Yates, who was once presented a gold buckle by President Ronald Reagan for his roping skills, is still part of Hitch Rack Performance Horses in Pueblo, Colo., with his son, 21-time NFR qualifier J.D. Yates and grandson, Trey Yates.

Dick and Schalla also won bronzes for riding the best head and heel horses of the roping. Dick bought Max’s Bar Five when he was 7 or 8 – he’s 20 now and was shown by Trey at the AQHA Youth World Show. Schalla also rides a Yates horse. The black gelding, In The Nick Of Shine, belongs to JD and has been shown at various AQHA events.

“This is a hell of a roping,” said Schalla. “And it pays $50,000. I think it’s one of the best of the year and there will be even more teams next year.”

Complete Results from The High Desert Showdown on June 21:

First Round: 1. Whip Lewis and Jim Matlack, 7.02, $4,000 (per team); 2. Jim Bob Weil and Joe Hatch, 7.28, $2,400; 3. Jim Richards and Annette Stahl, 7.39, $1,600; Second Round: 1. Casey Eller and Josi Young, 6.37, $4,000; 2. Shayne Ohotto and Ty Blasingame, 6.4, $2,400; 3. Rick Gadd and Steve Young; 6.45, $1,600; Short Round: 1. Coby Littlesoldier and Manny Flores, 6.94, $4,000; 2. Kenny Rhodes and Rosco Rhodes, 7.02, $2,400; 3. Neal Smith and Scott Perez, 7.03, $1,600.

Average: 1. Tim Fuller and Casey Fuller, 32.05 seconds on four steers, $50,400; 2. Danny Goddard and Josh Mack, 34.04, $37,800; 3. Del Foley and Randy Thompson, 34.23, $27,300; 4. Dick Yates and JT Schalla, 34.72, $23,000; 5. Bailey Corkill and Bruce Corkill, 36.17, $18,000; 6. Mitzi Corkill and Tad Williams, 36.78, $14,500; 7. Neal Smith and Scott Perez, 36.99, $12,200; 8. Jim Richards and Annette Stahl, 37.12, $10,500; 9. Jim Kittleson and Buck McCay, 37.38, $8,400; 10. Macy Fuller and Neil Karlson, 38.38, $6,300.

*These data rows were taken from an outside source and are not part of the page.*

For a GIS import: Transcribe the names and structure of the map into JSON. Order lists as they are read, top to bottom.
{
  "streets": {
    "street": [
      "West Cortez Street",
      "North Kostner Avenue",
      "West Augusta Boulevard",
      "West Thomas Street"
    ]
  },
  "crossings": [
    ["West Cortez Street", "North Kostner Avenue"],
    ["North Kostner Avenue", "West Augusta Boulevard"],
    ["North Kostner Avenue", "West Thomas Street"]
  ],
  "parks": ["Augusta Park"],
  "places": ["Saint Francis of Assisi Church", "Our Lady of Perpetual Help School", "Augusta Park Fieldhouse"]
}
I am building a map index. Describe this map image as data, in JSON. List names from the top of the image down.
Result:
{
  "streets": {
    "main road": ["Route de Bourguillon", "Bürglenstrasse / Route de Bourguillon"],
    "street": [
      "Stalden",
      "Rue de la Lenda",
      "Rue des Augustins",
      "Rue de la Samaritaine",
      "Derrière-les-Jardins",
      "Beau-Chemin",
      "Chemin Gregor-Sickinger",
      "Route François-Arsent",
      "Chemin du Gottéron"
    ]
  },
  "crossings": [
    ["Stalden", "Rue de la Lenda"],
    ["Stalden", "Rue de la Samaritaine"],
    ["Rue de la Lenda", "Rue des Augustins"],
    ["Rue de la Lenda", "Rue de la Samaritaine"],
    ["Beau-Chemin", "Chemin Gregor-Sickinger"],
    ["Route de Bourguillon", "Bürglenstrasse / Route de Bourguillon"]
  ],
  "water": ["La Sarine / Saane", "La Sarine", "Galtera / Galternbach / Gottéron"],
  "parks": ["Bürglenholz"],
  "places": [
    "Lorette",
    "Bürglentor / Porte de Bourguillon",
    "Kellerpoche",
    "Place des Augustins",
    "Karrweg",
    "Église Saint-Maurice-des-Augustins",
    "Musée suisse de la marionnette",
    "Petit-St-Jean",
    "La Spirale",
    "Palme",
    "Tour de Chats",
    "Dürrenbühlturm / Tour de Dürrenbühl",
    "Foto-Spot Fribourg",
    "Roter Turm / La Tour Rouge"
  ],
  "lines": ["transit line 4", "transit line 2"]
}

About Wrangler BFI Week: A week of team roping competitions for professionals and amateurs alike is held annually in conjunction with the Reno Rodeo, anchored by the world’s richest one-day professional team roping – The Bob Feist Invitational (BFI). Three more days of high-stakes amateur and all-female events follow, with a total four-day payoff of $2.3 million. Phoenix-based production company Ullman-Peterson Events, helmed by Daren Peterson and Corky Ullman, has owned and produced the BFI since 2012 and purchased the other team ropings in 2016.